EXTRACTED DATA ▸
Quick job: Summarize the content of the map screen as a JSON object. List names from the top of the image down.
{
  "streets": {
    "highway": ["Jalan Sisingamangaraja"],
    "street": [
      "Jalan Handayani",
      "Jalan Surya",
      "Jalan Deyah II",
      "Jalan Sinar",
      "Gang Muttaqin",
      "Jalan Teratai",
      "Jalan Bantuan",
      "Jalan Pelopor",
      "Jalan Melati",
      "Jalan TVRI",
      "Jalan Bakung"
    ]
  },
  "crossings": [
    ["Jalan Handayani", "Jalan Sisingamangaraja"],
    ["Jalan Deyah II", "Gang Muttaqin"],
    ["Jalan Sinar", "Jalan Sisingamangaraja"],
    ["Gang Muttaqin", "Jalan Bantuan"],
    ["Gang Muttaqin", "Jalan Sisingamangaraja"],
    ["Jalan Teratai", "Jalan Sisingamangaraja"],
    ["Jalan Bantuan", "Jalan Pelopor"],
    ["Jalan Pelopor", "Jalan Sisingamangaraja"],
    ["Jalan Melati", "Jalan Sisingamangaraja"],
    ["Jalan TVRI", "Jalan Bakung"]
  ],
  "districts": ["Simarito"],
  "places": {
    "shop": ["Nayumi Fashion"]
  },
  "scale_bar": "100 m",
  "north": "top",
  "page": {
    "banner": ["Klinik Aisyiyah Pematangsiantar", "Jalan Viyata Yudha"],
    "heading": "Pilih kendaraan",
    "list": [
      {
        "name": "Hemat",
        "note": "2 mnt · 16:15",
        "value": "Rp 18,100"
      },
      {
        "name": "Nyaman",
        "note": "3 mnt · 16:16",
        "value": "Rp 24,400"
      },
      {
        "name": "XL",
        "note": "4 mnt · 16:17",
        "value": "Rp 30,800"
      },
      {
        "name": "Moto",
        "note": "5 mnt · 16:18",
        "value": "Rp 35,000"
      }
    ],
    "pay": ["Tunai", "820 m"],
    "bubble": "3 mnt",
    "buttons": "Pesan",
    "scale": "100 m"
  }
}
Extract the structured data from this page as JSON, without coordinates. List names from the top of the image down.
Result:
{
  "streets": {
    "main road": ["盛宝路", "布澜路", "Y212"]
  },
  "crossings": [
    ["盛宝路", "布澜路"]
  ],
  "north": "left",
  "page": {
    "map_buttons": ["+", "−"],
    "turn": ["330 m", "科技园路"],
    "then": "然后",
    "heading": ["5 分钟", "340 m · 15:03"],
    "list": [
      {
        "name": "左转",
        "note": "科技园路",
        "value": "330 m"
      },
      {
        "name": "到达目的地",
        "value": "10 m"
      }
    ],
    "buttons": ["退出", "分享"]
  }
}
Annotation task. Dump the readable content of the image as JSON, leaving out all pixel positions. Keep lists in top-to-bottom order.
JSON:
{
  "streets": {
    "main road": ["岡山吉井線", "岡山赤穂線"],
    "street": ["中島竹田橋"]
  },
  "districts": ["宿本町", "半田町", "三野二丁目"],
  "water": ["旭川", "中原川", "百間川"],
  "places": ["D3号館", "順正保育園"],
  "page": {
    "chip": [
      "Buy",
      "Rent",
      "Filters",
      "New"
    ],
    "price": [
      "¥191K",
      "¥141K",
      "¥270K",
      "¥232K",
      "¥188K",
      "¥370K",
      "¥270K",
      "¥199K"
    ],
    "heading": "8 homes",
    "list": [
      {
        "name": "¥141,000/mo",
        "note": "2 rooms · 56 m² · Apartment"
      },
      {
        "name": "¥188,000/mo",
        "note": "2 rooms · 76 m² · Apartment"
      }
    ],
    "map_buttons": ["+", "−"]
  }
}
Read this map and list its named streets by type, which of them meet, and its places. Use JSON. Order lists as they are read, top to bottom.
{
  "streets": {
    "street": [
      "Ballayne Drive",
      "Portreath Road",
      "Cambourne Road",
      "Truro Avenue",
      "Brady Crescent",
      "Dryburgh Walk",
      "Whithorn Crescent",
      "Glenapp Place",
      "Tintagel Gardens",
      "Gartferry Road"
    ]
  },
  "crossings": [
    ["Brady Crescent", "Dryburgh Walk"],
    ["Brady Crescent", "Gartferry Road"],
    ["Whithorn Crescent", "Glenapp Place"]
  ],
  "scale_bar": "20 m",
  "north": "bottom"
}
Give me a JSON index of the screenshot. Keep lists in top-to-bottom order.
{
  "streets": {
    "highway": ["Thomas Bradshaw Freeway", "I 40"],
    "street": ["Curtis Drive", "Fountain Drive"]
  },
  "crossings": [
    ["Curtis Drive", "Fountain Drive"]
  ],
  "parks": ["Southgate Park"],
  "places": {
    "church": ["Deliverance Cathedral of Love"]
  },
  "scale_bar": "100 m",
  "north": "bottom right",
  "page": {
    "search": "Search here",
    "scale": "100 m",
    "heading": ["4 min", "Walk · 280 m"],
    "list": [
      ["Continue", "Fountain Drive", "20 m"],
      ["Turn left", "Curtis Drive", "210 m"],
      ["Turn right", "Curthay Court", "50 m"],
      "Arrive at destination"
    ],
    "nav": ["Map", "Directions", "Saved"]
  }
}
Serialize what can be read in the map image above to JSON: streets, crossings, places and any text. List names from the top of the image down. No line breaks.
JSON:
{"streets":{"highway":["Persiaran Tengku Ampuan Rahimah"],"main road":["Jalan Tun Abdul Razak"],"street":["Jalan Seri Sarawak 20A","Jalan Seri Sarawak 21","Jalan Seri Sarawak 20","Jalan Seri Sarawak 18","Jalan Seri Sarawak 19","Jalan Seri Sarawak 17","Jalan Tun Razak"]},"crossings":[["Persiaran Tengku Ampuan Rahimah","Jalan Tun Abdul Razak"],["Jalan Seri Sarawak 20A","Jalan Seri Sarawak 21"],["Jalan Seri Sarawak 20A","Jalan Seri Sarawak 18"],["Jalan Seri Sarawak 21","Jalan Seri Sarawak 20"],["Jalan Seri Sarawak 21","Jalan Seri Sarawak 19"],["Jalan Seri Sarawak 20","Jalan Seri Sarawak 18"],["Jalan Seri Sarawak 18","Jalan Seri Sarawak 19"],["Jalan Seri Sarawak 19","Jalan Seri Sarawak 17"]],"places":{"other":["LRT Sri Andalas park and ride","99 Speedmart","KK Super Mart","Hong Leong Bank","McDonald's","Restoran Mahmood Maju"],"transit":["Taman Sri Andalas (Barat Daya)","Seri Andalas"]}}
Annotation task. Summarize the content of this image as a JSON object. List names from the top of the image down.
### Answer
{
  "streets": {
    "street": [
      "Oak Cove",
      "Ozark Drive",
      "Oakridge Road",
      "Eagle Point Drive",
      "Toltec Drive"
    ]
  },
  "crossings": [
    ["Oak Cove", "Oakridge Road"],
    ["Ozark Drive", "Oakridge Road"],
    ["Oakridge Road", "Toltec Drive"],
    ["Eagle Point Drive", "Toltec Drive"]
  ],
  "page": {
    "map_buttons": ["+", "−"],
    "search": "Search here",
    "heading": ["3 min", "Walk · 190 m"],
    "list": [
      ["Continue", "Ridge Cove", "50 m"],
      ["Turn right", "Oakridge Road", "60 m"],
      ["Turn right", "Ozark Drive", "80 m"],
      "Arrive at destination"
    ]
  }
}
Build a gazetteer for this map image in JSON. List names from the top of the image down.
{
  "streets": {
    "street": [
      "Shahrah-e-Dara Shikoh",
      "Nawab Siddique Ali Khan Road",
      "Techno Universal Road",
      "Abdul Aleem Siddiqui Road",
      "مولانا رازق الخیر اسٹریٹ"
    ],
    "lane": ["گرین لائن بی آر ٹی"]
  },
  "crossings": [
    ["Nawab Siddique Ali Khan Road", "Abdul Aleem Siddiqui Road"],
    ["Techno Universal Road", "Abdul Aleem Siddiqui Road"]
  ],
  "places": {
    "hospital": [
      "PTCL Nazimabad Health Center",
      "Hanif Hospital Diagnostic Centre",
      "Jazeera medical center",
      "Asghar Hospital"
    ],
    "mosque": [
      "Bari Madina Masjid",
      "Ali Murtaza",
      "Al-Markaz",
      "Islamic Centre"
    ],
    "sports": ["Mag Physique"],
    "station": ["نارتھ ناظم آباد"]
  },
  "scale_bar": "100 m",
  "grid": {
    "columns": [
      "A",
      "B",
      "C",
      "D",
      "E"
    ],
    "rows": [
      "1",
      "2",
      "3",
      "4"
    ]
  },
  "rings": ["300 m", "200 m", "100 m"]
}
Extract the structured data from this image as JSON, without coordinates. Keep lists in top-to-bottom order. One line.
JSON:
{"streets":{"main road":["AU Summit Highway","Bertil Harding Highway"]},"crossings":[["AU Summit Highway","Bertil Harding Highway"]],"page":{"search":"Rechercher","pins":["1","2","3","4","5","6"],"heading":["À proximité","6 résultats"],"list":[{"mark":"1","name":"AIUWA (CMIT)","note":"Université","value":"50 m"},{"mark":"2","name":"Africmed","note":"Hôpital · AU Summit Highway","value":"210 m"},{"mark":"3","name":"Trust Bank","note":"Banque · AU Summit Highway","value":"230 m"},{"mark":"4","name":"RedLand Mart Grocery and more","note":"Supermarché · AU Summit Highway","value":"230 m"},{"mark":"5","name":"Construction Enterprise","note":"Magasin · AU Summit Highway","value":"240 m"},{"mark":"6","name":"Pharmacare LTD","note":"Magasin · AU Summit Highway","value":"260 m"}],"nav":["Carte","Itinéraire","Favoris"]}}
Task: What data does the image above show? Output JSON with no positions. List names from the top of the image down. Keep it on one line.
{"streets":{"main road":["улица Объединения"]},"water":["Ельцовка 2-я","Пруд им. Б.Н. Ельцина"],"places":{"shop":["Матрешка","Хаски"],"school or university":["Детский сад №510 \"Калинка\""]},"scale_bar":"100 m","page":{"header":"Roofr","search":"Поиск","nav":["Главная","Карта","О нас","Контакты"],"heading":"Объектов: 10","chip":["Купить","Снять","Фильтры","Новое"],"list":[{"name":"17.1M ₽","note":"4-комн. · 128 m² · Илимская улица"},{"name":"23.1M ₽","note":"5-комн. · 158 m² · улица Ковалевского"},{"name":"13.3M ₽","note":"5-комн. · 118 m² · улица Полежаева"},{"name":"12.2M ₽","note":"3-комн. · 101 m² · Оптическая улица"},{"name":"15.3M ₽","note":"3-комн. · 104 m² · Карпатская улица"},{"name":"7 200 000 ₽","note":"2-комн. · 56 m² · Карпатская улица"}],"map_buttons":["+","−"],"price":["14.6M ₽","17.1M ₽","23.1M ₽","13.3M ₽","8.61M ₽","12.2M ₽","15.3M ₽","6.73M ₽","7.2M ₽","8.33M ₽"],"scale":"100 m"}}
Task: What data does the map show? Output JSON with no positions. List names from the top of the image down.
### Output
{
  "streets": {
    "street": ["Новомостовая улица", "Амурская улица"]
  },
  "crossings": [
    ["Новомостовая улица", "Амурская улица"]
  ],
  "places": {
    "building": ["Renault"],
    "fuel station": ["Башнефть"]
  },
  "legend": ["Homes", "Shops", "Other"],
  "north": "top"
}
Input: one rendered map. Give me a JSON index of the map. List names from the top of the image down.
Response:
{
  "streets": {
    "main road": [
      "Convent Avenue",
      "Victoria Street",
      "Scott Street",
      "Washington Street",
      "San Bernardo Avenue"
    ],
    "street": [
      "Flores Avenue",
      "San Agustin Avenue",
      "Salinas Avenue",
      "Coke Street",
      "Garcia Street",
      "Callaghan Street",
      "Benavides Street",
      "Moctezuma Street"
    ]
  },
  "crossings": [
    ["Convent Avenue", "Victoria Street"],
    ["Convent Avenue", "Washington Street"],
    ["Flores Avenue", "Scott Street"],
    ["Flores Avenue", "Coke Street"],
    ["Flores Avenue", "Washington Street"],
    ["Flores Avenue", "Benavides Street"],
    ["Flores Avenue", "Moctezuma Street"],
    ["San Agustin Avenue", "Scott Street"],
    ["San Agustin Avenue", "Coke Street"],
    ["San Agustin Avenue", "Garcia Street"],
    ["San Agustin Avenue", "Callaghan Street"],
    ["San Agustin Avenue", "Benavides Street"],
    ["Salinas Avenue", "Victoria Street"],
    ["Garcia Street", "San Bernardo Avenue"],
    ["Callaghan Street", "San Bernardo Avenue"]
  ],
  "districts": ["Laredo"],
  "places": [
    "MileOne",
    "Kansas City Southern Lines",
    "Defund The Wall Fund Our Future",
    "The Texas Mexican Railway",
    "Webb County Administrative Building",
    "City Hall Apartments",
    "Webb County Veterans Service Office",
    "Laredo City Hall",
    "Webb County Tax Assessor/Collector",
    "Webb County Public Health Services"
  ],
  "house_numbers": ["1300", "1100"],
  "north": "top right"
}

EXERCISE OBJECTIVE ▸
Copy out the lines above that hold the string "Agustin".

ANSWER SECTION ▸
      "San Agustin Avenue",
    ["San Agustin Avenue", "Scott Street"],
    ["San Agustin Avenue", "Coke Street"],
    ["San Agustin Avenue", "Garcia Street"],
    ["San Agustin Avenue", "Callaghan Street"],
    ["San Agustin Avenue", "Benavides Street"],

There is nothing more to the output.